This article talks about python web scrapping techniques using python libraries.
One of the most important things in the field of Data Science is the skill of getting the right data for the problem you want to solve. Data Scientists don’t always have a prepared database to work on but rather have to pull data from the right sources. For this purpose, APIs and Web Scraping are used.
- API (Application Program Interface): An API is a set of methods and tools that allows one’s to query and retrieve data dynamically. Reddit, Spotify, Twitter, Facebook, and many other companies provide free APIs that enable developers to access the information they store on their servers; others charge for access to their APIs.

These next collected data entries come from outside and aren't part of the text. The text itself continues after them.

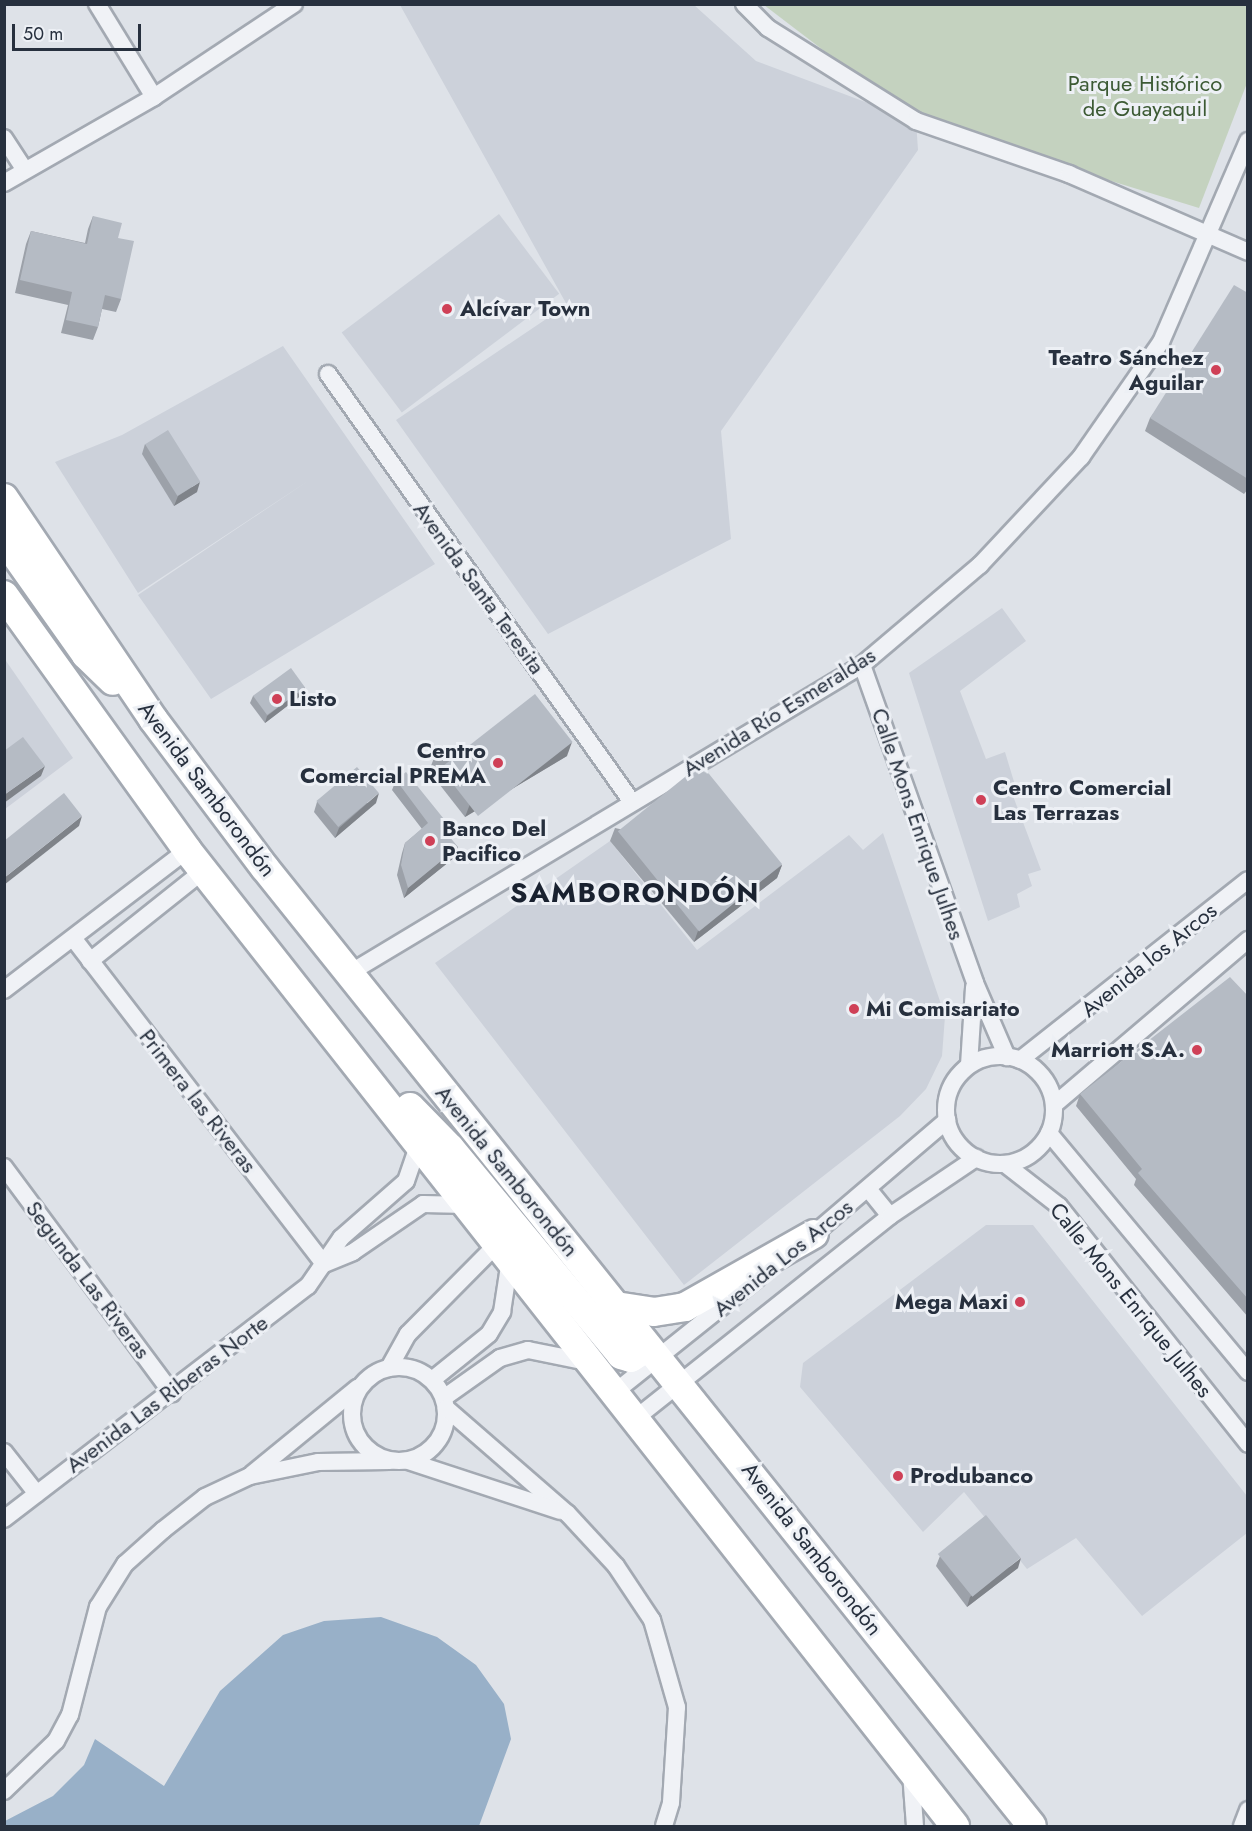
<!DOCTYPE html>
<html>
<head>
<meta charset="utf-8">
<style>
	body { margin:0 }
	#map { position:relative; width:1252px; height:1831px; overflow:hidden; background:#dee2e8; font-family:Jost,sans-serif }
	div>[style] { position:absolute }
	[style*='--x'] { left:calc(var(--x)*1px); top:calc(var(--y)*1px); width:calc(var(--w)*1px); rotate:calc(var(--a)*1deg) }
	.built>* { inset:0; background:#ccd1da; transform-origin:0 0 }
	.green>* { inset:0; background:#c4d2bf }
	.water>* { inset:0; background:#98b0c8 }
	.roads { filter:drop-shadow(2px 0 #a3a9b2) drop-shadow(-2px 0 #a3a9b2) drop-shadow(0 2px #a3a9b2) drop-shadow(0 -2px #a3a9b2) }
	.minor>* { height:16px; margin:-8px; padding:0 8px; transform-origin:8px; border-radius:8px; background:#f0f2f6 }
	.minor>.ring { margin:-8px; padding:0; box-sizing:content-box; background:none; border:16px solid #f0f2f6; border-radius:50% }
	.trunk>* { height:28px; margin:-14px; padding:0 14px; transform-origin:14px; border-radius:14px; background:#fff }
	.wall>* { inset:0; background:#9ca1a9 }
	.shaded-wall>* { inset:0; background:#7f8389 }
	.building>* { inset:0; background:#b5bbc4; transform-origin:0 0 }
	.dots>* { width:16px; height:16px; translate:-50% -50%; box-sizing:border-box; border:3px solid #edf0f5; border-radius:50% }
	span { translate:-50% -50%; white-space:nowrap; text-align:center; line-height:1.15; -webkit-text-stroke:6px #edf0f5; paint-order:stroke }
	.park-label { font-size:22px; color:#3c5a34 }
	.poi-label { font-size:22px; color:#27303e; font-weight:700 }
	.left { translate:0 -50%; text-align:left }
	.right { translate:-100% -50%; text-align:right }
	.street-label { font-size:22px; color:#27303e }
	.district-label { font-size:28px; color:#19212f; font-weight:700; letter-spacing:1.5px }
	.frame { position:absolute; inset:0; border:6px solid #27303e; pointer-events:none }
	.scale { position:absolute; left:12px; top:24px; width:129px; height:27px; box-sizing:border-box; border:3px solid #27303e; border-top:0; padding-left:8px; font-size:18px; line-height:21px; white-space:nowrap; color:#27303e; -webkit-text-stroke:4px #edf0f5; paint-order:stroke }
</style>
</head>
<body>
<div id="map">
	<div class="built">
		<div style="clip-path:polygon(400px 5px,694px 5px,756px 61px,916px 121px,918px 150px,721px 431px,731px 539px,548px 634px,396px 420px,567px 305px)"></div>
		<div style="left:499px;top:214px;width:100px;height:197px;rotate:53deg"></div>
		<div style="clip-path:polygon(283px 346px,435px 564px,211px 699px,138px 595px,308px 481px,138px 593px,55px 462px,122px 435px)"></div>
		<div style="clip-path:polygon(1002px 608px,1026px 641px,960px 691px,986px 759px,1005px 752px,1015px 785px,1010px 788px,1041px 870px,1028px 874px,1032px 886px,1017px 894px,1020px 907px,988px 921px,909px 673px)"></div>
		<div style="clip-path:polygon(4px 658px,73px 758px,5px 809px,4px 809px)"></div>
		<div style="clip-path:polygon(883px 833px,945px 1016px,942px 1056px,926px 1089px,900px 1116px,684px 1285px,435px 963px,610px 841px,697px 950px,849px 835px,863px 850px)"></div>
		<div style="clip-path:polygon(986px 1225px,1033px 1225px,1247px 1496px,1247px 1533px,1142px 1616px,1076px 1538px,1027px 1569px,964px 1492px,923px 1532px,800px 1387px,803px 1363px)"></div>
	</div>
	<div class="green">
		<div style="clip-path:polygon(764px 5px,1247px 5px,1247px 83px,1199px 208px,916px 121px)"></div>
	</div>
	<div class="water">
		<div style="clip-path:polygon(381px 1617px,437px 1637px,476px 1665px,504px 1704px,511px 1739px,479px 1826px,5px 1826px,5px 1821px,53px 1796px,84px 1765px,95px 1739px,164px 1786px,220px 1691px,283px 1635px,324px 1621px)"></div>
	</div>
	<div class="roads">
		<div class="minor">
			<div style="--x:97;--y:4;--w:109;--a:58.5"></div>
			<div style="--x:744;--y:4;--w:34;--a:45"></div>
			<div style="--x:768;--y:28;--w:175;--a:32.1"></div>
			<div style="--x:916;--y:121;--w:162;--a:19.1"></div>
			<div style="--x:1069;--y:174;--w:195;--a:23.5"></div>
			<div style="--x:4;--y:138;--w:38;--a:57"></div>
			<div style="--x:4;--y:183;--w:173;--a:-29.8"></div>
			<div style="--x:154;--y:97;--w:168;--a:-33.6"></div>
			<div style="--x:328;--y:374;--w:525;--a:54.61"></div>
			<div style="--x:862;--y:665;--w:337;--a:70.4"></div>
			<div style="--x:975;--y:983;--w:81;--a:66.6"></div>
			<div style="--x:73;--y:938;--w:411;--a:52.4"></div>
			<div style="--x:90;--y:961;--w:144;--a:-38.5"></div>
			<div style="--x:348;--y:974;--w:600;--a:-31.01"></div>
			<div style="--x:862;--y:665;--w:155;--a:-40.3"></div>
			<div style="--x:980;--y:565;--w:148;--a:-46.9"></div>
			<div style="--x:1081;--y:457;--w:140;--a:-55.2"></div>
			<div style="--x:1161;--y:342;--w:219;--a:-66.6"></div>
			<div style="--x:4;--y:990;--w:230;--a:-37.4"></div>
			<div class="ring" style="left:946px;top:1056px;width:92px;height:92px"></div>
			<div style="--x:1020;--y:1060;--w:290;--a:-38.3"></div>
			<div style="--x:969;--y:1065;--w:78;--a:-86.3"></div>
			<div style="--x:1054;--y:1105;--w:255;--a:-40.4"></div>
			<div style="--x:1049;--y:1133;--w:311;--a:50.2"></div>
			<div style="--x:1005;--y:1164;--w:68;--a:37.9"></div>
			<div style="--x:1059;--y:1206;--w:304;--a:51.5"></div>
			<div style="--x:4;--y:1167;--w:282;--a:53.4"></div>
			<div style="--x:869;--y:1190;--w:33;--a:51"></div>
			<div style="--x:809;--y:1238;--w:182;--a:-40.5"></div>
			<div style="--x:324;--y:1264;--w:31;--a:-22"></div>
			<div style="--x:353;--y:1252;--w:85;--a:-34.4"></div>
			<div style="--x:423;--y:1204;--w:43;--a:1.3"></div>
			<div class="ring" style="left:352px;top:1367px;width:78px;height:78px"></div>
			<div style="--x:389;--y:1368;--w:39;--a:-61"></div>
			<div style="--x:408;--y:1334;--w:128;--a:-45.3"></div>
			<div style="--x:432;--y:1380;--w:73;--a:-38.9"></div>
			<div style="--x:489;--y:1334;--w:26;--a:-59"></div>
			<div style="--x:502;--y:1312;--w:53;--a:-81.3"></div>
			<div style="--x:615;--y:1392;--w:183;--a:-38.6"></div>
			<div style="--x:445;--y:1397;--w:67;--a:-35.3"></div>
			<div style="--x:500;--y:1358;--w:29;--a:-16"></div>
			<div style="--x:528;--y:1350;--w:60;--a:11.5"></div>
			<div style="--x:446;--y:1408;--w:160;--a:41"></div>
			<div style="--x:567;--y:1513;--w:72;--a:47.2"></div>
			<div style="--x:616;--y:1566;--w:65;--a:56.3"></div>
			<div style="--x:652;--y:1620;--w:91;--a:74"></div>
			<div style="--x:677;--y:1707;--w:96;--a:93.6"></div>
			<div style="--x:671;--y:1803;--w:24;--a:107"></div>
			<div style="--x:636;--y:1418;--w:325;--a:-38.5"></div>
			<div style="--x:890;--y:1216;--w:104;--a:-34"></div>
			<div style="--x:4;--y:1452;--w:53;--a:51.8"></div>
			<div style="--x:408;--y:1461;--w:160;--a:18.2"></div>
			<div style="--x:252;--y:1474;--w:136;--a:-39.3"></div>
			<div style="--x:4;--y:1519;--w:383;--a:-37.5"></div>
			<div style="--x:308;--y:1286;--w:58;--a:-55.5"></div>
			<div style="--x:341;--y:1238;--w:86;--a:-41.2"></div>
			<div style="--x:406;--y:1181;--w:39;--a:-71"></div>
			<div style="--x:911;--y:1773;--w:53;--a:85.7"></div>
			<div style="--x:4;--y:1791;--w:72;--a:-43.9"></div>
			<div style="--x:56;--y:1741;--w:30;--a:-62"></div>
			<div style="--x:70;--y:1715;--w:112;--a:-75.5"></div>
			<div style="--x:98;--y:1607;--w:51;--a:-57.9"></div>
			<div style="--x:125;--y:1564;--w:51;--a:-41.8"></div>
			<div style="--x:163;--y:1530;--w:53;--a:-38.2"></div>
			<div style="--x:205;--y:1497;--w:50;--a:-25"></div>
			<div style="--x:250;--y:1476;--w:69;--a:-11.6"></div>
			<div style="--x:318;--y:1462;--w:72;--a:-0.8"></div>
			<div style="--x:1242;--y:1826;--w:17;--a:-69"></div>
		</div>
		<div class="trunk">
			<div style="--x:4;--y:498;--w:267;--a:56"></div>
			<div style="--x:153;--y:719;--w:186;--a:53.1"></div>
			<div style="--x:265;--y:868;--w:1227;--a:51.32"></div>
			<div style="--x:4;--y:539;--w:142;--a:54.7"></div>
			<div style="--x:86;--y:655;--w:37;--a:44"></div>
			<div style="--x:4;--y:595;--w:314;--a:54.3"></div>
			<div style="--x:187;--y:850;--w:1242;--a:51.8"></div>
			<div style="--x:410;--y:1107;--w:57;--a:45.7"></div>
			<div style="--x:450;--y:1148;--w:268;--a:50.4"></div>
			<div style="--x:621;--y:1355;--w:10;--a:17"></div>
			<div style="--x:631;--y:1358;--w:11;--a:-34"></div>
			<div style="--x:640;--y:1352;--w:16;--a:-97"></div>
			<div style="--x:616;--y:1306;--w:38;--a:9"></div>
			<div style="--x:654;--y:1312;--w:31;--a:-9"></div>
			<div style="--x:685;--y:1307;--w:148;--a:-29.5"></div>
		</div>
	</div>
	<div class="wall">
		<div style="clip-path:polygon(93px 216px,118px 238px,121px 299px,116px 312px,102px 309px,98px 327px,93px 340px,61px 333px,68px 305px,15px 293px,26px 244px,31px 231px,85px 243px,88px 229px)"></div>
		<div style="clip-path:polygon(1248px 293px,1248px 489px,1244px 494px,1145px 431px,1150px 418px)"></div>
		<div style="clip-path:polygon(145px 444px,197px 492px,174px 506px,142px 454px)"></div>
		<div style="clip-path:polygon(305px 687px,303px 694px,265px 723px,250px 703px,253px 696px)"></div>
		<div style="clip-path:polygon(567px 756px,465px 817px,429px 771px,434px 758px)"></div>
		<div style="clip-path:polygon(396px 780px,452px 829px,449px 837px,458px 847px,455px 857px,404px 898px,397px 875px,402px 853px,405px 843px,422px 829px,392px 790px)"></div>
		<div style="clip-path:polygon(317px 802px,376px 803px,335px 838px,314px 812px)"></div>
		<div style="clip-path:polygon(615px 828px,782px 865px,777px 878px,694px 942px,610px 841px)"></div>
		<div style="clip-path:polygon(1248px 996px,1248px 1317px,1134px 1185px,1136px 1179px,1076px 1106px,1080px 1094px)"></div>
		<div style="clip-path:polygon(940px 1556px,1018px 1568px,967px 1607px,936px 1566px)"></div>
	</div>
	<div class="shaded-wall">
		<div style="clip-path:polygon(200px 482px,197px 492px,174px 506px,178px 496px)"></div>
		<div style="clip-path:polygon(305px 687px,303px 694px,265px 723px,267px 716px)"></div>
		<div style="clip-path:polygon(572px 742px,567px 756px,465px 817px,470px 804px)"></div>
		<div style="clip-path:polygon(45px 766px,41px 776px,4px 803px,4px 795px)"></div>
		<div style="clip-path:polygon(379px 793px,376px 803px,335px 838px,339px 828px)"></div>
		<div style="clip-path:polygon(82px 816px,79px 826px,4px 885px,4px 878px)"></div>
		<div style="clip-path:polygon(458px 847px,455px 857px,404px 898px,408px 888px)"></div>
		<div style="clip-path:polygon(782px 865px,777px 878px,694px 942px,699px 928px)"></div>
		<div style="clip-path:polygon(1021px 1558px,1018px 1568px,967px 1607px,970px 1597px)"></div>
	</div>
	<div class="building">
		<div style="clip-path:polygon(93px 216px,122px 223px,118px 238px,134px 241px,121px 299px,105px 295px,98px 327px,66px 320px,72px 292px,20px 280px,31px 231px,87px 244px)"></div>
		<div style="clip-path:polygon(1234px 285px,1248px 293px,1248px 479px,1150px 418px)"></div>
		<div style="left:168px;top:430px;width:61px;height:27px;rotate:58deg"></div>
		<div style="left:291px;top:668px;width:24px;height:47px;rotate:54deg"></div>
		<div style="left:535px;top:694px;width:61px;height:120px;rotate:52deg"></div>
		<div style="clip-path:polygon(23px 737px,45px 766px,4px 795px,4px 751px)"></div>
		<div style="left:701px;top:764px;width:129px;height:107px;rotate:51deg"></div>
		<div style="left:357px;top:767px;width:34px;height:53px;rotate:50deg"></div>
		<div style="clip-path:polygon(406px 772px,452px 829px,447px 834px,458px 847px,408px 888px,401px 865px,405px 843px,428px 823px,396px 780px)"></div>
		<div style="clip-path:polygon(64px 793px,82px 816px,4px 878px,4px 841px)"></div>
		<div style="clip-path:polygon(1230px 977px,1248px 996px,1248px 1299px,1138px 1173px,1142px 1169px,1080px 1094px)"></div>
		<div style="left:986px;top:1515px;width:55px;height:62px;rotate:51deg"></div>
	</div>
	<div class="dots">
		<div style="left:447px;top:309px;background:#cf4057"></div>
		<div style="left:1216px;top:370px;background:#cf4057"></div>
		<div style="left:277px;top:699px;background:#cf4057"></div>
		<div style="left:498px;top:763px;background:#cf4057"></div>
		<div style="left:981px;top:800px;background:#cf4057"></div>
		<div style="left:430px;top:841px;background:#cf4057"></div>
		<div style="left:854px;top:1009px;background:#cf4057"></div>
		<div style="left:1197px;top:1050px;background:#cf4057"></div>
		<div style="left:1020px;top:1302px;background:#cf4057"></div>
		<div style="left:898px;top:1476px;background:#cf4057"></div>
	</div>
	<div class="park-label">
		<span style="left:1145px;top:96px">Parque Histórico<br>de Guayaquil</span>
	</div>
	<div class="poi-label">
		<span class="left" style="left:460px;top:309px">Alcívar Town</span>
		<span class="right" style="left:1204px;top:370px">Teatro Sánchez<br>Aguilar</span>
		<span class="left" style="left:289px;top:699px">Listo</span>
		<span class="right" style="left:486px;top:763px">Centro<br>Comercial PREMA</span>
		<span class="left" style="left:993px;top:800px">Centro Comercial<br>Las Terrazas</span>
		<span class="left" style="left:442px;top:841px">Banco Del<br>Pacifico</span>
		<span class="left" style="left:866px;top:1009px">Mi Comisariato</span>
		<span class="right" style="left:1185px;top:1050px">Marriott S.A.</span>
		<span class="right" style="left:1008px;top:1302px">Mega Maxi</span>
		<span class="left" style="left:910px;top:1476px">Produbanco</span>
	</div>
	<div class="street-label">
		<span style="left:479px;top:588px;rotate:54deg">Avenida Santa Teresita</span>
		<span style="left:779px;top:712px;rotate:-32deg">Avenida Río Esmeraldas</span>
		<span style="left:207px;top:789px;rotate:53deg">Avenida Samborondón</span>
		<span style="left:918px;top:824px;rotate:71deg">Calle Mons Enrique Julhes</span>
		<span style="left:1149px;top:960px;rotate:-39deg">Avenida los Arcos</span>
		<span style="left:198px;top:1101px;rotate:52deg">Primera las Riveras</span>
		<span style="left:507px;top:1171px;rotate:51deg">Avenida Samborondón</span>
		<span style="left:783px;top:1258px;rotate:-39deg">Avenida Los Arcos</span>
		<span style="left:88px;top:1280px;rotate:53deg">Segunda Las Riveras</span>
		<span style="left:1131px;top:1300px;rotate:51deg">Calle Mons Enrique Julhes</span>
		<span style="left:167px;top:1394px;rotate:-37deg">Avenida Las Riberas Norte</span>
		<span style="left:812px;top:1549px;rotate:52deg">Avenida Samborondón</span>
	</div>
	<div class="district-label">
		<span style="left:635px;top:893px">SAMBORONDÓN</span>
	</div>
	<div class="frame"></div>
	<div class="scale">50 m</div>
</div>
</body>
</html>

- Web Scraping: A lot of data isn’t accessible through data sets or APIs but rather exists on the internet as Web pages. So, through web-scraping, one can access the data without waiting for the provider to create an API.
What’s Web Scraping?
Web scraping is a technique to fetch data from websites. While surfing on the web, many websites don’t allow the user to save data for private use.
One way is to manually copy-paste the data, which both tedious and time-consuming.
Web Scraping is the automatic process of data extraction from websites. This process is done with the help of web scraping software known as web scrapers.
They automatically load and extract data from the websites based on user requirements. These can be custom built to work for one site or can be configured to work with any website.
Why Python for Web Scrapping?
There are a number of web scraping tools out there to perform the task and various languages too, having libraries that support web scraping.
Among all these languages, Python is considered as one of the best for Web Scraping because of features like – a rich library, easy to use, dynamically typed, etc.
Here are some most commonly used python3 web Scraping libraries.
- Beautiful Soup
- Mechanical Soup
Now discuss the steps involved in web scraping using the implementation of Web Scraping in Python with Beautiful Soup.
Building Web Scraper Using Python
In this section, we will look at the step by step guide on how to build a basic web scraper using python Beautiful Soup module.
- First of all, to get the HTML source code of the web page, send an HTTP request to the URL of that web page one wants to access. The server responds to the request by returning the HTML content of the webpage. For doing this task, one will use a third-party HTTP library called requests in python.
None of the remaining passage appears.